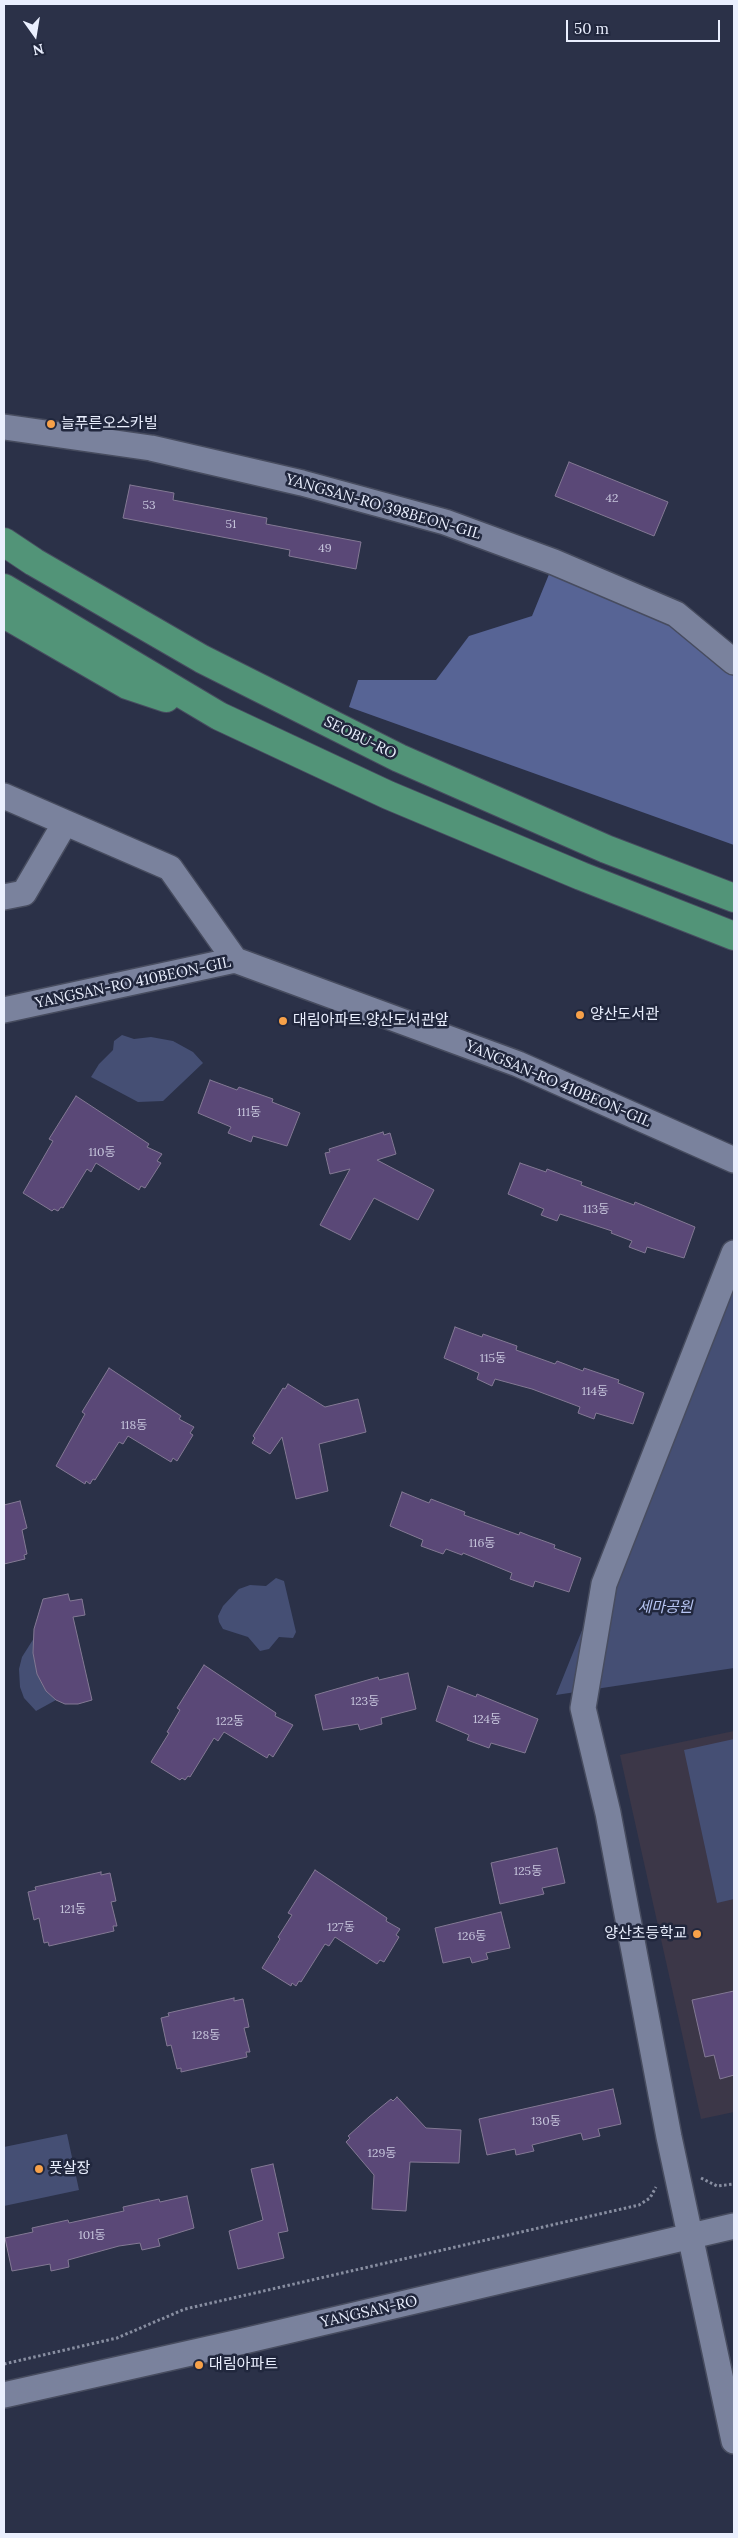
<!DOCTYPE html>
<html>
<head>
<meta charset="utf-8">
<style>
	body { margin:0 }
	#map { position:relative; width:738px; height:2538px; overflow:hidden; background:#2b3148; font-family:Lora,serif }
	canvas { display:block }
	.frame { position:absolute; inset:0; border:5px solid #eaeffe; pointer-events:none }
	.north { position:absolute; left:10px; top:10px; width:50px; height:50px; -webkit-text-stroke:4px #21273d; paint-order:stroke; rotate:167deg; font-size:14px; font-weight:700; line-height:20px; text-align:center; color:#eaeffe }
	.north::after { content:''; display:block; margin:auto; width:18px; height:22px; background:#eaeffe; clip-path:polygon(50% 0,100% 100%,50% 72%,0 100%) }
	.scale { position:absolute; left:566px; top:20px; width:154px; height:22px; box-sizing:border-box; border:2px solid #eaeffe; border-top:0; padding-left:6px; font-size:15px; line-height:18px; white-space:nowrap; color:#eaeffe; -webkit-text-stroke:4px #21273d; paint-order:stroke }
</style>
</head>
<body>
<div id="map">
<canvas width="738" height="2538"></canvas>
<div class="frame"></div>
<div class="north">N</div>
<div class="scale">50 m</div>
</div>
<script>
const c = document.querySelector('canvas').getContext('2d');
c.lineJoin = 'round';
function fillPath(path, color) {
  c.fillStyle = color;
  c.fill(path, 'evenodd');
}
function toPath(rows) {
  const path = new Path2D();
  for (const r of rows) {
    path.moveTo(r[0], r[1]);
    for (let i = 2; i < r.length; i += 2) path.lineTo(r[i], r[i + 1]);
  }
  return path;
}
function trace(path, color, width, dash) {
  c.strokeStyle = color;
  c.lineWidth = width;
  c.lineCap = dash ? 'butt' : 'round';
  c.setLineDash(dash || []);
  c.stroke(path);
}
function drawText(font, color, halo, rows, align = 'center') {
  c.font = font + ' Lora,"Noto Sans KR",serif';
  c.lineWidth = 5;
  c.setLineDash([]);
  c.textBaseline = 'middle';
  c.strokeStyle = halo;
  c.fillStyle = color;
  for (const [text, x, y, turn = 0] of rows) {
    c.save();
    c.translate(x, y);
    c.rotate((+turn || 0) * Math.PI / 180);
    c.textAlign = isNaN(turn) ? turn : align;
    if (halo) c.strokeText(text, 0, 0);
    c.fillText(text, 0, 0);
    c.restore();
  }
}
fillPath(toPath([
	[734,1731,734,2112,701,2119,620,1755]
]), '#3c3748');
fillPath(toPath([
	[122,1035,134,1039,151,1037,173,1041,193,1052,203,1063,163,1101,138,1102,91,1077,99,1064,113,1050,114,1041],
	[734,1252,734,1668,556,1695],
	[276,1578,284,1581,296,1632,293,1638,279,1637,269,1649,260,1651,248,1637,223,1629,219,1622,218,1616,223,1606,239,1589,250,1585,266,1586],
	[34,1638,33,1653,37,1674,46,1691,56,1700,36,1711,24,1698,20,1687,19,1669,22,1657],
	[734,1739,734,1899,717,1903,684,1750],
	[67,2134,79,2190,4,2206,4,2147]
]), '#454f74');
fillPath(toPath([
	[554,562,676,614,734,662,734,845,349,707,358,680,436,680,469,636,532,616]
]), '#576495');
const building = toPath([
	[569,462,668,502,654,536,555,496,569,462],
	[130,485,174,493,173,500,267,518,266,524,361,542,356,569,289,556,290,550,123,518,130,485],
	[210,1080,237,1090,239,1087,253,1092,273,1099,272,1102,300,1113,287,1146,253,1136,251,1142,228,1133,231,1127,198,1113,210,1080],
	[76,1096,149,1144,147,1147,162,1154,157,1161,161,1163,145,1188,141,1186,139,1190,96,1163,91,1172,87,1169,63,1208,61,1207,58,1211,54,1209,52,1211,23,1193,53,1141,49,1139,76,1096],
	[383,1132,384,1135,390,1133,396,1154,377,1160,434,1190,418,1220,374,1198,350,1240,320,1225,350,1169,330,1174,325,1153,330,1152,329,1149,383,1132],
	[520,1163,546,1172,547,1169,568,1177,582,1182,581,1185,634,1205,635,1202,695,1227,684,1258,647,1247,645,1253,629,1247,632,1241,611,1233,612,1231,560,1214,557,1221,541,1215,544,1209,508,1194,520,1163],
	[455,1327,482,1337,483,1334,517,1346,516,1350,555,1364,557,1361,583,1371,584,1368,619,1380,618,1383,644,1393,633,1424,596,1413,594,1419,578,1413,580,1407,532,1389,495,1379,492,1386,477,1379,479,1373,444,1358,455,1327],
	[109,1368,181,1416,179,1419,194,1427,190,1433,193,1435,177,1461,173,1458,171,1462,128,1436,123,1444,119,1442,95,1480,93,1479,90,1484,86,1481,85,1484,56,1466,85,1414,82,1412,109,1368],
	[288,1384,325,1407,358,1399,366,1432,319,1444,328,1491,296,1499,282,1437,270,1454,252,1443,255,1438,253,1436,283,1388,285,1389,288,1384],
	[402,1492,429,1503,431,1499,465,1512,464,1515,519,1535,520,1532,530,1536,555,1545,554,1548,581,1558,569,1592,535,1581,533,1587,510,1579,512,1573,463,1553,462,1555,446,1549,443,1554,421,1546,423,1540,390,1526,402,1492],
	[20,1501,27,1528,22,1530,27,1554,24,1555,25,1559,4,1564,4,1505,20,1501],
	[68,1594,70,1601,82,1599,85,1615,73,1617,92,1700,78,1704,65,1704,56,1700,46,1691,37,1674,33,1653,34,1629,43,1599,68,1594],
	[204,1665,276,1713,275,1716,293,1725,273,1757,269,1754,267,1758,224,1732,218,1741,214,1738,190,1777,188,1776,185,1780,182,1778,180,1780,151,1762,169,1733,167,1732,180,1710,177,1708,204,1665],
	[408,1673,416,1709,381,1718,382,1724,360,1730,358,1724,323,1730,315,1695,378,1677,379,1680,408,1673],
	[448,1686,476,1697,477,1694,538,1719,525,1753,491,1743,489,1748,467,1740,469,1735,436,1721,448,1686],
	[557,1848,565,1883,542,1888,544,1894,500,1904,491,1863,557,1848],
	[315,1870,387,1918,386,1921,400,1929,396,1935,399,1937,384,1962,380,1960,377,1964,335,1937,329,1946,325,1944,301,1982,299,1981,296,1986,292,1983,291,1986,262,1968,280,1939,278,1937,292,1915,288,1913,315,1870],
	[101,1872,101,1875,110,1873,116,1901,111,1902,117,1926,113,1926,114,1931,49,1946,48,1942,44,1943,39,1918,34,1920,28,1892,36,1890,35,1887,101,1872],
	[501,1912,510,1948,486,1953,488,1959,472,1963,470,1957,443,1963,435,1928,501,1912],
	[734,1991,734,2075,720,2079,714,2055,705,2057,692,2000,734,1991],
	[234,1998,234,2001,243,1999,249,2027,244,2028,250,2052,246,2052,247,2057,181,2072,181,2068,177,2069,171,2045,167,2046,161,2018,169,2016,168,2013,234,1998],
	[613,2089,621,2124,598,2129,600,2136,583,2140,581,2133,532,2145,534,2151,516,2155,515,2149,487,2155,479,2119,613,2089],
	[397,2097,426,2128,461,2130,459,2163,410,2162,406,2211,372,2209,374,2175,346,2142,350,2138,348,2136,369,2117,391,2099,393,2101,397,2097],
	[273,2164,288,2231,278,2233,284,2258,238,2269,229,2231,263,2220,251,2169,273,2164],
	[187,2196,194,2228,158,2239,160,2246,142,2250,140,2243,119,2246,68,2260,69,2267,51,2271,50,2264,12,2271,5,2238,33,2232,32,2228,68,2220,69,2223,124,2211,123,2207,159,2199,160,2202,187,2196]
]);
fillPath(building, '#5a4877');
trace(building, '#837994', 1);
const minor = toPath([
	[4,427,151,448,302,483,445,522,554,562,676,614,734,662],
	[4,796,170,868,235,960],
	[4,897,24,893,65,823],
	[4,1010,235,960,518,1064,734,1160],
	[734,1253,604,1584,583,1708,608,1813,669,2137,734,2441],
	[4,2395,244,2341,734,2226]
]);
const major = toPath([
	[4,542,34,562,202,659,399,758,606,849,734,898],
	[4,588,219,716,388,795,581,876,734,936],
	[4,614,127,685,166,698]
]);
trace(minor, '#474c5f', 28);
trace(major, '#474c5f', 30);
trace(toPath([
	[701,2178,717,2186,734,2184],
	[4,2364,117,2338,185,2309,639,2205,650,2198,656,2187]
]), '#888ea1', 3, [2.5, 2.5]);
trace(minor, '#7a829d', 25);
trace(major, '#529478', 28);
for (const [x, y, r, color] of [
	[51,424,5,"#f7a149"],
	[580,1015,5,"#f7a149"],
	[283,1021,5,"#f7a149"],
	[697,1934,5,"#f7a149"],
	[39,2169,5,"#f7a149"],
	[199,2365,5,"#f7a149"]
]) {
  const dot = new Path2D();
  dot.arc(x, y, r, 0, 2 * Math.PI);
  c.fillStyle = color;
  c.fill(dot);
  trace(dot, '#21273d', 2);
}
drawText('12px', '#c6c5dc', null, [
	["42",612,499],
	["53",149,506],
	["51",231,525],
	["49",325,549],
	["111동",249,1113],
	["110동",102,1153],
	["113동",596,1210],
	["115동",493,1359],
	["114동",595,1392],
	["118동",134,1426],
	["116동",482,1544],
	["123동",365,1702],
	["124동",487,1720],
	["122동",230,1722],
	["125동",528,1872],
	["121동",73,1910],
	["127동",341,1928],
	["126동",472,1937],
	["128동",206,2036],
	["130동",546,2122],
	["129동",382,2154],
	["101동",92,2236]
]);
drawText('15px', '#eaeffe', '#21273d', [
	["늘푸른오스카빌",61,424],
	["양산도서관",590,1015],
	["대림아파트.양산도서관앞",293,1021],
	["양산초등학교",687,1934,"right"],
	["풋살장",49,2169],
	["대림아파트",209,2365]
], 'left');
drawText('15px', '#eaeffe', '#21273d', [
	["YANGSAN-RO 398BEON-GIL",383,507,16],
	["SEOBU-RO",360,738,26],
	["YANGSAN-RO 410BEON-GIL",133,983,-12],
	["YANGSAN-RO 410BEON-GIL",558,1084,23],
	["YANGSAN-RO",369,2312,-13]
]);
drawText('italic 15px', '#b7c5f3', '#21273d', [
	["세마공원",665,1608]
]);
</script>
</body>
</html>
* * *
- [YOUR OBJECTIVE] Each line in the data that holds the string "strokeStyle" needs to be copied.

- [ANSWER FOR THE TASK]
  c.strokeStyle = color;
  c.strokeStyle = halo;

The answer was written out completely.